Ocak 2014‘te Suriye’nin Lazkiye bölgesindeki Bedrusiye Türkmenlerinden olan ve Suriye Ordusu’nda askerken, kaçıp Heysem Topalca’nın grubuna katılarak 2 yıla yakın süredir Yayladağı’nda yaşayan Amir Camırlı ‘Esad ajanı’ suçlamasıyla kaçırıldı ve Türkiye sınırları içerisinde başı kesilerek infaz edildi.

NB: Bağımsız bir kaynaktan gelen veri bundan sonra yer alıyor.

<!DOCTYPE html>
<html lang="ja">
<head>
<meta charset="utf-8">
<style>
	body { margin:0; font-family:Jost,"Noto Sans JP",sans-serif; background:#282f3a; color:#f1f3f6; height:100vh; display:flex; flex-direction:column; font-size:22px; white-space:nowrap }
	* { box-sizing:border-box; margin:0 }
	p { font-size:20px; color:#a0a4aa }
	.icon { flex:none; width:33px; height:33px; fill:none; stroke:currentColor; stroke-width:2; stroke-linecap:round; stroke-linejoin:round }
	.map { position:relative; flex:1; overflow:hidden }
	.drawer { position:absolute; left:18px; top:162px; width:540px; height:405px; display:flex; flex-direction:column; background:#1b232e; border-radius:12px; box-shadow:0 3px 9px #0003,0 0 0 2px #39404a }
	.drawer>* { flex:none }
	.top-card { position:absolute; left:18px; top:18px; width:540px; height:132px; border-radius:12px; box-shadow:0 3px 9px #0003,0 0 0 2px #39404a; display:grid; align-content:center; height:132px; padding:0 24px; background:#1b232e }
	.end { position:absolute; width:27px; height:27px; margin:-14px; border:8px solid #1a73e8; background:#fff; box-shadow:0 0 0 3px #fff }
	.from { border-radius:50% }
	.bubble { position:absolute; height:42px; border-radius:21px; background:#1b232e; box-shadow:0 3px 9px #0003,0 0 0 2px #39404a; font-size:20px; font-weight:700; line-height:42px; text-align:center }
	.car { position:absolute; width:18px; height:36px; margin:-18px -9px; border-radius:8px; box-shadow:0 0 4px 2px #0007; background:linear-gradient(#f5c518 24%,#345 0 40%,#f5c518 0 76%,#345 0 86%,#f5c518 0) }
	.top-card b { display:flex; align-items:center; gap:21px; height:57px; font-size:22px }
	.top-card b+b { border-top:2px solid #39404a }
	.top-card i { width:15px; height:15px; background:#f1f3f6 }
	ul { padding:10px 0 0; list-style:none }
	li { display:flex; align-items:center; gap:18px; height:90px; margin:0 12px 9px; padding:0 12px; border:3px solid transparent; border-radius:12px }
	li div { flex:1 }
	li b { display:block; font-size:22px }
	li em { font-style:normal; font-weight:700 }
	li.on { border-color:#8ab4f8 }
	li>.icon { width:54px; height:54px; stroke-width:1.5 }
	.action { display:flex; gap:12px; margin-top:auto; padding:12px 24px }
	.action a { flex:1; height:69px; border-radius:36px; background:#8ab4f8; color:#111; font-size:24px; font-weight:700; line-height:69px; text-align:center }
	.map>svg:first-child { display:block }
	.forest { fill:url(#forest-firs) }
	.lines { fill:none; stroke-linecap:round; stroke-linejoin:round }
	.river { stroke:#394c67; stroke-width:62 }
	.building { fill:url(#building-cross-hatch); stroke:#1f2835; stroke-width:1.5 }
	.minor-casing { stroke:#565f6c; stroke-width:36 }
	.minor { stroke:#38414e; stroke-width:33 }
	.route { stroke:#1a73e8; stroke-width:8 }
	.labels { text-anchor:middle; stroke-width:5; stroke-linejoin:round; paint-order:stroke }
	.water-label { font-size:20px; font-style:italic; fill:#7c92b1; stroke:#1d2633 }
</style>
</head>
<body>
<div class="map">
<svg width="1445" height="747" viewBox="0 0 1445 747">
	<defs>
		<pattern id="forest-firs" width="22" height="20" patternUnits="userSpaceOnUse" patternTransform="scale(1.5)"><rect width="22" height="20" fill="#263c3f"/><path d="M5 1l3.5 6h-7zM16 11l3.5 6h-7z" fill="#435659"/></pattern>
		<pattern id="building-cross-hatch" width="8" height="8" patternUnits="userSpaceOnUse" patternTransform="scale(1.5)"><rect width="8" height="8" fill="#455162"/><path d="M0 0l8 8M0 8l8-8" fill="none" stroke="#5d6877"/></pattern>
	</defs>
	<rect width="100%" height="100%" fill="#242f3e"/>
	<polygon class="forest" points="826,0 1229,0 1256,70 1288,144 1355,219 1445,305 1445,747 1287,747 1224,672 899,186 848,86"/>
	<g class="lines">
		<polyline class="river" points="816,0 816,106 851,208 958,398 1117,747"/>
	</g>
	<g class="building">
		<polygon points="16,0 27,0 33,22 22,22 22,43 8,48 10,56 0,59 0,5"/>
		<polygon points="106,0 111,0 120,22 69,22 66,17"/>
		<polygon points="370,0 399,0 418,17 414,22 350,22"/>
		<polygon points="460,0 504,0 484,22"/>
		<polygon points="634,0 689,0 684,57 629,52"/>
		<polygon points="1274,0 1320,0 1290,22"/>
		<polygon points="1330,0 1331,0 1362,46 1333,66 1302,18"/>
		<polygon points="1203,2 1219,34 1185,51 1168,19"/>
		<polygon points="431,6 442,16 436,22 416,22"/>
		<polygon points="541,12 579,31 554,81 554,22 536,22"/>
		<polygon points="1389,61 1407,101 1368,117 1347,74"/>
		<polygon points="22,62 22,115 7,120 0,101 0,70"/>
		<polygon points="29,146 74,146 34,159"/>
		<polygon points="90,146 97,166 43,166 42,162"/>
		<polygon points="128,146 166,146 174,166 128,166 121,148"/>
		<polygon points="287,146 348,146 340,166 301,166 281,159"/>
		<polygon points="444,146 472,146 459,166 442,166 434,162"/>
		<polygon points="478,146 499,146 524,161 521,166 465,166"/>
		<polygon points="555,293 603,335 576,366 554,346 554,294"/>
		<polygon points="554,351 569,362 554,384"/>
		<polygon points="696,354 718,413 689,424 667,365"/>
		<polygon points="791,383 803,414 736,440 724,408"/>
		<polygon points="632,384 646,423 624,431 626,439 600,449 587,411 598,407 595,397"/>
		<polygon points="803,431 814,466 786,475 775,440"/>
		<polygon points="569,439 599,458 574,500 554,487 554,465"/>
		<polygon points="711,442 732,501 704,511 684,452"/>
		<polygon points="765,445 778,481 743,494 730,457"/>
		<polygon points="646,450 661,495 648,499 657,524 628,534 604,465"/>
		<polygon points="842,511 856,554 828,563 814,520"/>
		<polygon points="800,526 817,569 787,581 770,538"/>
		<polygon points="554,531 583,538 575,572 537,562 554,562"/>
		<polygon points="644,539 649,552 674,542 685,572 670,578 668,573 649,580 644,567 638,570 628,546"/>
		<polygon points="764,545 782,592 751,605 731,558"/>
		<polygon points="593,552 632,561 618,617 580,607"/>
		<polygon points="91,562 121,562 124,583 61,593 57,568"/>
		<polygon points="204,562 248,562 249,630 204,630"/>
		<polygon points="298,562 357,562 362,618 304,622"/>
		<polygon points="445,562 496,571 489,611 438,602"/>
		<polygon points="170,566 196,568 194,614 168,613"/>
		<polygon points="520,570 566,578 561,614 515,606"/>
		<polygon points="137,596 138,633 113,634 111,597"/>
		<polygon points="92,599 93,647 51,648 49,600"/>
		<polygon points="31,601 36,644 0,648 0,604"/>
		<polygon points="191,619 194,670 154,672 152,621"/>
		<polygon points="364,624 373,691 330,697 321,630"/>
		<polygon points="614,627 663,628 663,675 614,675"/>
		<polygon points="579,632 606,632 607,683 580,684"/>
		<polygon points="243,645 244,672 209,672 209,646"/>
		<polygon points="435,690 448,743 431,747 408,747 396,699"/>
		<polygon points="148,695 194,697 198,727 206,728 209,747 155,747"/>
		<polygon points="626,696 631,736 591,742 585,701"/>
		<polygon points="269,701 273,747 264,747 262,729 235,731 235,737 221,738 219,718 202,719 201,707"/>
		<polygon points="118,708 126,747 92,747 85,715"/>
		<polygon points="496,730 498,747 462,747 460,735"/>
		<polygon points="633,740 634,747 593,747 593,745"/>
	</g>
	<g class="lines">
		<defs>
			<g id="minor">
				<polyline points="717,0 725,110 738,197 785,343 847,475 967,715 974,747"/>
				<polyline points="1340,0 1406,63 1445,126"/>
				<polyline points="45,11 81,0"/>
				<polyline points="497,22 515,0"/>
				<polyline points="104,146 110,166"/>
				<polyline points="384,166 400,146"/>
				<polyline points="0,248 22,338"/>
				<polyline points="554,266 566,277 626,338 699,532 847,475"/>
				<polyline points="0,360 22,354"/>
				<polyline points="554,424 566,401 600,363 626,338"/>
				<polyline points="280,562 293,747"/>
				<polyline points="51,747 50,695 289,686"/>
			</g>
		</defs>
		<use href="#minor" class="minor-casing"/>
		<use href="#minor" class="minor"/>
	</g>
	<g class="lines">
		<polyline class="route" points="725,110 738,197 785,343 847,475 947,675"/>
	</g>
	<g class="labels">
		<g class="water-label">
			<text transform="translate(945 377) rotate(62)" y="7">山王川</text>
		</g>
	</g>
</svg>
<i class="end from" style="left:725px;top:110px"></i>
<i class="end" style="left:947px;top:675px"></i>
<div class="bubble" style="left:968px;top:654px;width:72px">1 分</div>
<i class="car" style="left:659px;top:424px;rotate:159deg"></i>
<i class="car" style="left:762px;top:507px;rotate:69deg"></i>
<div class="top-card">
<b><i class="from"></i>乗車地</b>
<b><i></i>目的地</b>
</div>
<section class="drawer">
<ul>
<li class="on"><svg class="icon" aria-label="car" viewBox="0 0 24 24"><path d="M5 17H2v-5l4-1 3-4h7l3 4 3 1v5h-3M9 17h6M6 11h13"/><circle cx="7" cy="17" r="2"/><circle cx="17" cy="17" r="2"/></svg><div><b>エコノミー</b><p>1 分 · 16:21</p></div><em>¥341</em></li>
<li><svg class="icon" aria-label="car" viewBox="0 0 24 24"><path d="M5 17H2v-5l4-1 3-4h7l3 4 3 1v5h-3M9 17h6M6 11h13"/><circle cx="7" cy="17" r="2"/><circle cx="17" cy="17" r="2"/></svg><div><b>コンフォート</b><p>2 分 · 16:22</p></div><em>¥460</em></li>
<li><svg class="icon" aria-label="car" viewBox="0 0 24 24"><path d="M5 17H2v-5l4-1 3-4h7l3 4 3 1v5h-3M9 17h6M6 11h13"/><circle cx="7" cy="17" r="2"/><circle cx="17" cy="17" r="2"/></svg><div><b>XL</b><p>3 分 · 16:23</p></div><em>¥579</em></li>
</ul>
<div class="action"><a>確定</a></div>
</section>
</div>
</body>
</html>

21 Mart 2014‘te Yayladağı Sınır Kapısı’ndan giren cihatçı çeteler Keseb’e saldırdı. Saldıran gruplar arasında Topalca liderliğindeki El Huva Billa Taburu da bulunmaktaydı. Keseb’deki Ermenilerin Yayladağı’ndan Vakıflı’ya getirilmesinin ardından Vakıflı Köyü Surp Asdvadzadzin Kilisesi Vakfı Başkanı Cem Çapar ise kendilerinden hala haber alınamayan Keseblilerin olduğunu söylemişti. 14 Nisan’da Topalca tarafından Yayladağı’na getirilen Luder Tırtıryan, 23 Nisan’da Vakıflı da hayatını kaybetti.